Like so many Angelenos, Greinke has walked the well-worn path from small-stage hero to big-market hired gun, the man whose 2009 season as a Royal might still be the single best season on the mound in the new millennium. And just as he did a week ago with a complete-game shutout, he kept his infield busy this Saturday night. Say what you will about whether or not former right-field regular Andre Ethier can really handle playing center field in the major leagues, but when somebody’s pitching like this it generally doesn’t matter who’s planted in the middle pasture -- Ethier, Jimmy Hoffa, or a palm tree.
But the star gone dark lately for fans seeking instant gratification is Puig, 0-for-9 since the break with five whiffs, which is meaningless in any serious baseball context but is nevertheless sure to simultaneously set off alarms among doubting statheads and scare-mongering radio jabberati.
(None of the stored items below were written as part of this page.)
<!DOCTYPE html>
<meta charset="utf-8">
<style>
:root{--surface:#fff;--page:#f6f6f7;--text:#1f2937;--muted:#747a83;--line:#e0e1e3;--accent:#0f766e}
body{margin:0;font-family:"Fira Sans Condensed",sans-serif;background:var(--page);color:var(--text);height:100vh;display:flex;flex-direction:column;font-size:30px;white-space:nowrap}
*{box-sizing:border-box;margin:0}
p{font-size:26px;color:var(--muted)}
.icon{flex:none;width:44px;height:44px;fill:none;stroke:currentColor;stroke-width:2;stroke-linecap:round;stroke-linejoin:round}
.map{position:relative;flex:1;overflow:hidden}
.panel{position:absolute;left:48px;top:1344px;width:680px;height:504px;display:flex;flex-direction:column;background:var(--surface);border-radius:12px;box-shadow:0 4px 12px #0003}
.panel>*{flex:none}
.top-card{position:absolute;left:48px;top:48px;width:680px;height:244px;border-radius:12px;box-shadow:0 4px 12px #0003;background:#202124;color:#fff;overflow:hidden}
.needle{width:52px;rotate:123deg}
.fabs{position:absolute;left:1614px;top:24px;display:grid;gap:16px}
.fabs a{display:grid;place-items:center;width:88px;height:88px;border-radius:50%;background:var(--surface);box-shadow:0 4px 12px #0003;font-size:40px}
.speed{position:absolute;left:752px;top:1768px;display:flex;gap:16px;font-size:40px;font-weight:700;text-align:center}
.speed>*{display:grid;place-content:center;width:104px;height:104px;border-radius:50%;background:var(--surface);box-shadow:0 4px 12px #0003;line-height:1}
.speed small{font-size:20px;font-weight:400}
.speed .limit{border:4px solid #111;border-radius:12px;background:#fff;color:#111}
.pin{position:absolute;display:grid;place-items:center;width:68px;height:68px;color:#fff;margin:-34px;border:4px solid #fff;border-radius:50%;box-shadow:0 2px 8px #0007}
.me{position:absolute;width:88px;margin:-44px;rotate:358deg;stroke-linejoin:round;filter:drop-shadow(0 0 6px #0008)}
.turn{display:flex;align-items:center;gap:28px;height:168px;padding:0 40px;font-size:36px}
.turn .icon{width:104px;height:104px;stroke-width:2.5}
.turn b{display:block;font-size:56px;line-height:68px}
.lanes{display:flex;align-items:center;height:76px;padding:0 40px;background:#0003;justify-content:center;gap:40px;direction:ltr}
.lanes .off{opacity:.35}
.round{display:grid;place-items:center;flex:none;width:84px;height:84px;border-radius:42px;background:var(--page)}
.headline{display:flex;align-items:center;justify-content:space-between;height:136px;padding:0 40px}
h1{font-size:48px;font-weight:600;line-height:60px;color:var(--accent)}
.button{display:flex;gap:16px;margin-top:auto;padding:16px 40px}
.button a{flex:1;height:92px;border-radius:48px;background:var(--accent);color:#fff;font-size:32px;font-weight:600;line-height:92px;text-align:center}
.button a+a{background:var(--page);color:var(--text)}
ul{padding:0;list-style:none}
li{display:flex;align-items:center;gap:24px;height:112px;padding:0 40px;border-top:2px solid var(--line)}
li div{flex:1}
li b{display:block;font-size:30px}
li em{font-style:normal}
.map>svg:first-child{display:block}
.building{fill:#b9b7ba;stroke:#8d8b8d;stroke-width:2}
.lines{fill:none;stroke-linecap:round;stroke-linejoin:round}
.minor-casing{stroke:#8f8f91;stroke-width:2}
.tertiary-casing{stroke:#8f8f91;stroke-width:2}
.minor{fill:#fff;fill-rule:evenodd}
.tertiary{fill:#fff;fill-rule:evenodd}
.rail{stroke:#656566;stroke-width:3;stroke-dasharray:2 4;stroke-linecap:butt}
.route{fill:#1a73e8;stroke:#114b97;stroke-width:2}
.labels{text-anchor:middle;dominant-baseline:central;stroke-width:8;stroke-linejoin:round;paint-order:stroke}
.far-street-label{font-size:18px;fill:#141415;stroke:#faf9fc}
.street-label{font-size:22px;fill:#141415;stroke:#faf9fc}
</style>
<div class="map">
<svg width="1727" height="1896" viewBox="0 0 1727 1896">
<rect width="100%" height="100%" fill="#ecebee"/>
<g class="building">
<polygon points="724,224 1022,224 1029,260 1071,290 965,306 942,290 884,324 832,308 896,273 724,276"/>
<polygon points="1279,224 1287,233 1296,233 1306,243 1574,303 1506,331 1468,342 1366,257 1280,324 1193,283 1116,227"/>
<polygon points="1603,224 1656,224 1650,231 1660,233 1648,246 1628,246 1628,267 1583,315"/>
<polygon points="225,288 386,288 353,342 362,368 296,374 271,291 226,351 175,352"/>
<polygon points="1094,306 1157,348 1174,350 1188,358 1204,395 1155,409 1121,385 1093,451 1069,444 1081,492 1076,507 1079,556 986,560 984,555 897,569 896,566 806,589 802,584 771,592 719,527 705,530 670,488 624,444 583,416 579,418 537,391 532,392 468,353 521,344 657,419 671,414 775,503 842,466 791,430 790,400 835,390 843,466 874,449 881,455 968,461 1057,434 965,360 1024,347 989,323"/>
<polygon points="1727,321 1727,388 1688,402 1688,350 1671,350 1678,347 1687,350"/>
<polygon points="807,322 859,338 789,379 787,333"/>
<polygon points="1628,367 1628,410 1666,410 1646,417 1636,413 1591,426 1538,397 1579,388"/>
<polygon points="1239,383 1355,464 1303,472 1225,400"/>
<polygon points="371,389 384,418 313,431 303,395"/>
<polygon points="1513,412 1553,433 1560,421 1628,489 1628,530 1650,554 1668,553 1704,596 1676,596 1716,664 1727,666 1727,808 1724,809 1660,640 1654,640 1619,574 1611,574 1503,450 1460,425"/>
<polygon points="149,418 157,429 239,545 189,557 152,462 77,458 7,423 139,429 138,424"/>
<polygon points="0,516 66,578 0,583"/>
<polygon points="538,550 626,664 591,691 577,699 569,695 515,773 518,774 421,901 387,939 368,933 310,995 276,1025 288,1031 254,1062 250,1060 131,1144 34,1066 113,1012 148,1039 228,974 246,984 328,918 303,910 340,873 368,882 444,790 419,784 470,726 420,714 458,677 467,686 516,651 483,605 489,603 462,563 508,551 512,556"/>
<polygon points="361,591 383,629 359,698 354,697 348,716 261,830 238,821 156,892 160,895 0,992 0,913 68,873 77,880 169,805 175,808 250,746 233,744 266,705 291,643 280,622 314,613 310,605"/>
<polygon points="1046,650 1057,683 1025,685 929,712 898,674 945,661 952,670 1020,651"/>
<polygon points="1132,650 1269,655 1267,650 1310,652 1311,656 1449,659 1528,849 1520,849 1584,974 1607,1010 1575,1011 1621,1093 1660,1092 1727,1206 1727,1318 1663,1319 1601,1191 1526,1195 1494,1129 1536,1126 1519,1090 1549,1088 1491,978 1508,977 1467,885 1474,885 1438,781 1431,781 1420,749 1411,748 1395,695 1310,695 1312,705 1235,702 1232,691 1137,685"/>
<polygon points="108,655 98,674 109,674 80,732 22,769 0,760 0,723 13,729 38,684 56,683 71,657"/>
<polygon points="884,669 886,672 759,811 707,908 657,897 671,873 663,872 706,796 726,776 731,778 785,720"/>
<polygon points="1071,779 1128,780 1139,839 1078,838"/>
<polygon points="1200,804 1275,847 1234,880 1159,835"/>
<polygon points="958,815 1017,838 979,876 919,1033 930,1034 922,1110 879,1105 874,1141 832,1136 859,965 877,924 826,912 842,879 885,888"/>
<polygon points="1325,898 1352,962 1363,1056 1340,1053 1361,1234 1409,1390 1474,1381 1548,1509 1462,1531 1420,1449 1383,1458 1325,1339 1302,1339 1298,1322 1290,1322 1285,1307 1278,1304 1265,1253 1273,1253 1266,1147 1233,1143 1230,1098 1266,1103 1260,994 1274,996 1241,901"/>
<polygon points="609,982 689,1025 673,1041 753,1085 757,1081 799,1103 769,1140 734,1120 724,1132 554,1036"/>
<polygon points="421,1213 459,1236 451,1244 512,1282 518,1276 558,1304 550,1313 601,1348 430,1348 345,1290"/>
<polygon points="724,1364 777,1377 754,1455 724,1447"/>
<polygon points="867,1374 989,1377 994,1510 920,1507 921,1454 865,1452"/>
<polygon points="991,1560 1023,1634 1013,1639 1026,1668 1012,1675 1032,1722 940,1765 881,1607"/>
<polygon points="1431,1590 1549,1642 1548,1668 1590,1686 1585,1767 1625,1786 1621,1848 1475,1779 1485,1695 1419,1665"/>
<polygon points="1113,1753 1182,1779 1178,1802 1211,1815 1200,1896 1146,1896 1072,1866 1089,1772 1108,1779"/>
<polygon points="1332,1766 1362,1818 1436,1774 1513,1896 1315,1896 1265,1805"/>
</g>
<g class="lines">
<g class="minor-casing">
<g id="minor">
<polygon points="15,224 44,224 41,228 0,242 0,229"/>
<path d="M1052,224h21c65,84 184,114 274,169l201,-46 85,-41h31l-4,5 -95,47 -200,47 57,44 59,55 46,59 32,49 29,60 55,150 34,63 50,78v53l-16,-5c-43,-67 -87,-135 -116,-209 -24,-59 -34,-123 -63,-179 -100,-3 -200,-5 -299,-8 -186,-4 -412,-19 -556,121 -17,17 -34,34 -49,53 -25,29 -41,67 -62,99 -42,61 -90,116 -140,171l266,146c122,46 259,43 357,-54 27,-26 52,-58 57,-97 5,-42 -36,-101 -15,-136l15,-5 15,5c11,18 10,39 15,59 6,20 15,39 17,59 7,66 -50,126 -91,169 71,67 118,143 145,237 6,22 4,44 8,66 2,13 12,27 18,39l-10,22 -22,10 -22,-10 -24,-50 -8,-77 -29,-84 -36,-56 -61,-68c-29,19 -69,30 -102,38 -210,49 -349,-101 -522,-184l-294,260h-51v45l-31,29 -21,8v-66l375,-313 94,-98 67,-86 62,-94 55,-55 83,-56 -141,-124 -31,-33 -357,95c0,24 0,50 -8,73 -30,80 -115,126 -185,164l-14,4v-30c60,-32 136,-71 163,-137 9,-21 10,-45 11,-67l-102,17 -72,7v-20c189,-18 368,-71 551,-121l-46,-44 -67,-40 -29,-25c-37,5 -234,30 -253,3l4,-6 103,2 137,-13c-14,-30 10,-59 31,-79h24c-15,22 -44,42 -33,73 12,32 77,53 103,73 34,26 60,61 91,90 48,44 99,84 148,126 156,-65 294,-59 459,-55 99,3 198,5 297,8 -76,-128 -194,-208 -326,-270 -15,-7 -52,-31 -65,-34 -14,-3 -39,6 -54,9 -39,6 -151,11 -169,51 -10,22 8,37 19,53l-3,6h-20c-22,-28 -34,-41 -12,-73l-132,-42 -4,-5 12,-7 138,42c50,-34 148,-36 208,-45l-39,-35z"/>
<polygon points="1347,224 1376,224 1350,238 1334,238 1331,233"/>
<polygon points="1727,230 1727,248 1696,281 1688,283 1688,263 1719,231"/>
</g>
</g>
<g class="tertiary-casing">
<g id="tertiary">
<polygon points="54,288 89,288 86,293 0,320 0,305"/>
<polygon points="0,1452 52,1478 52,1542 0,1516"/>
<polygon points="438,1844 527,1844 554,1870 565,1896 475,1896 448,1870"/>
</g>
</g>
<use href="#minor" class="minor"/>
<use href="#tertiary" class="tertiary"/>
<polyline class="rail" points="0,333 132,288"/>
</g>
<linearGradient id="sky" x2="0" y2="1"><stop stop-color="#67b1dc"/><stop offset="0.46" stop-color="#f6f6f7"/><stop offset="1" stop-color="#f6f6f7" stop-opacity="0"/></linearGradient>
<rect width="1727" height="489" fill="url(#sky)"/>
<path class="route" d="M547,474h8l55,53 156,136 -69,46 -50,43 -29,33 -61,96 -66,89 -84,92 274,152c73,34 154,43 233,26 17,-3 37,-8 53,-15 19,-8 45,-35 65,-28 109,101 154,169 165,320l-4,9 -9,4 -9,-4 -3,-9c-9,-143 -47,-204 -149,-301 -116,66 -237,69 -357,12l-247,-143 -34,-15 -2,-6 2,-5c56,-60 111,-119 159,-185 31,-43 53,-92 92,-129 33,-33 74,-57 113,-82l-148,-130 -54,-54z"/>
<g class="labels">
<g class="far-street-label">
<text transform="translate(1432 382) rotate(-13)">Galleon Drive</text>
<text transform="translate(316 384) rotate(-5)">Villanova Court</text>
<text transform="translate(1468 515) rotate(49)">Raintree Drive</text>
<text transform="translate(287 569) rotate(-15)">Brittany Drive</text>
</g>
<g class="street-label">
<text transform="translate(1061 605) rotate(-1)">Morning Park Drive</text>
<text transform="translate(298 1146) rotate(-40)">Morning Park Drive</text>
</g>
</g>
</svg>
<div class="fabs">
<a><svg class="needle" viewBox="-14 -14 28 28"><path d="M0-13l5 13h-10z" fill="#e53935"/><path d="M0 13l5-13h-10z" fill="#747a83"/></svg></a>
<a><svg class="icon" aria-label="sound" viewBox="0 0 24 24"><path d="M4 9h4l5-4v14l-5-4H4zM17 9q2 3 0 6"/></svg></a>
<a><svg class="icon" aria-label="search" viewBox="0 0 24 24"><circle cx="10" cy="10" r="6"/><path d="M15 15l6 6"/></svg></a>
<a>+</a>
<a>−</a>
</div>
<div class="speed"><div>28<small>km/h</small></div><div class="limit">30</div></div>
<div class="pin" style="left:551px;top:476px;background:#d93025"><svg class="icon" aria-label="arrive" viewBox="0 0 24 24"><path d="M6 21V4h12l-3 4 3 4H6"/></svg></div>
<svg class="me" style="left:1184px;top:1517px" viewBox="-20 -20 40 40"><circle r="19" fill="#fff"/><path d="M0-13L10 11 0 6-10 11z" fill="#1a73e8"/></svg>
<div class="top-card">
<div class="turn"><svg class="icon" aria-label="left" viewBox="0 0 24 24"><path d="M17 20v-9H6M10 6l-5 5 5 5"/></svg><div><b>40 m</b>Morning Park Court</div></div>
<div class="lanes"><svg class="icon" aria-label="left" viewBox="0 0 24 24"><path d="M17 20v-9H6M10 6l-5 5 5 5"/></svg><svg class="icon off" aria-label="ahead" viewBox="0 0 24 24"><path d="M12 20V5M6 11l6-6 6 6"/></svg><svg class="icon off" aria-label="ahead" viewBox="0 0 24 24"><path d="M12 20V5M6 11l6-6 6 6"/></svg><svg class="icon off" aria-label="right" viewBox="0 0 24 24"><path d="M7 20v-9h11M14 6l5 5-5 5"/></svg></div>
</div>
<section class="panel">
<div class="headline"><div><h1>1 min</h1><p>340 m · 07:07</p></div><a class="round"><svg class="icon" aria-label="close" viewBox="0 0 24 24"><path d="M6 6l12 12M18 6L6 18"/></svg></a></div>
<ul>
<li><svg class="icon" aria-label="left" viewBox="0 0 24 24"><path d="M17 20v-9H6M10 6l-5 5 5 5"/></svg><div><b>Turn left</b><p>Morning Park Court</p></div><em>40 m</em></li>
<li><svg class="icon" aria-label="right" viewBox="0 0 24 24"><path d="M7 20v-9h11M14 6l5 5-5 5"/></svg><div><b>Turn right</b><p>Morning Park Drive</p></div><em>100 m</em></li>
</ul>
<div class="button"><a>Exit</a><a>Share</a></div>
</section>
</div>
Certainly, Puig may never replicate his magic month. Maybe he is “just” the new Vladimir Guerrero with speed; spare the Dodgers your crocodile tears if that is so.
In part, the Dodgers’ star turns reflect the basic unfairness of geography and cash distribution and expectations. While the Dodgers may play in Chavez Ravine, face it, they’re totally Hollywood. Where the silver screen might give us Ocean’s Eleven, Twelve or Thirteen, the expectation is that if the Dodgers want their own big-budget happy ending the diamond, at some point they’ll have to give us the Dodgers Twenty-Five.
And just as any ensemble cast blockbuster provides a vehicle for single scenes where one guy or another might show you why they’re a star, that’s what the Dodgers do for baseball fans, night after night. Withrow gets a win, but Hanley Ramirez and Zack Greinke made it possible more than anyone else. Not all 25 boys in blue are performing or will; that’s just flashing a command of the obvious, like noticing that there’s a big difference between Brad Pitt or George Clooney and Scott Caan or Eddie Jemison. But it’s only oh-so-Hollywood that the Dodgers have their share of men missing at this moment who might step in to be the hero in a scene TBNL, either starting now (Carl Crawford), next month (Matt Kemp?) or next year (Josh Beckett, anyone?).
We’ll see where the Dodgers’ roller-coaster season ends, but make no mistake, these Dodgers are in the race, and Hanley Ramirez is going to be a big part of the reason why, in September as much as he was in June. And while it would be too soon to talk sequel in Hollywood -- where they want you to show them the money first -- in the sports world every team gets a sequel, every year. The Dodgers have definitely shown us the money; now, let’s see if their stars shine all the way down the stretch.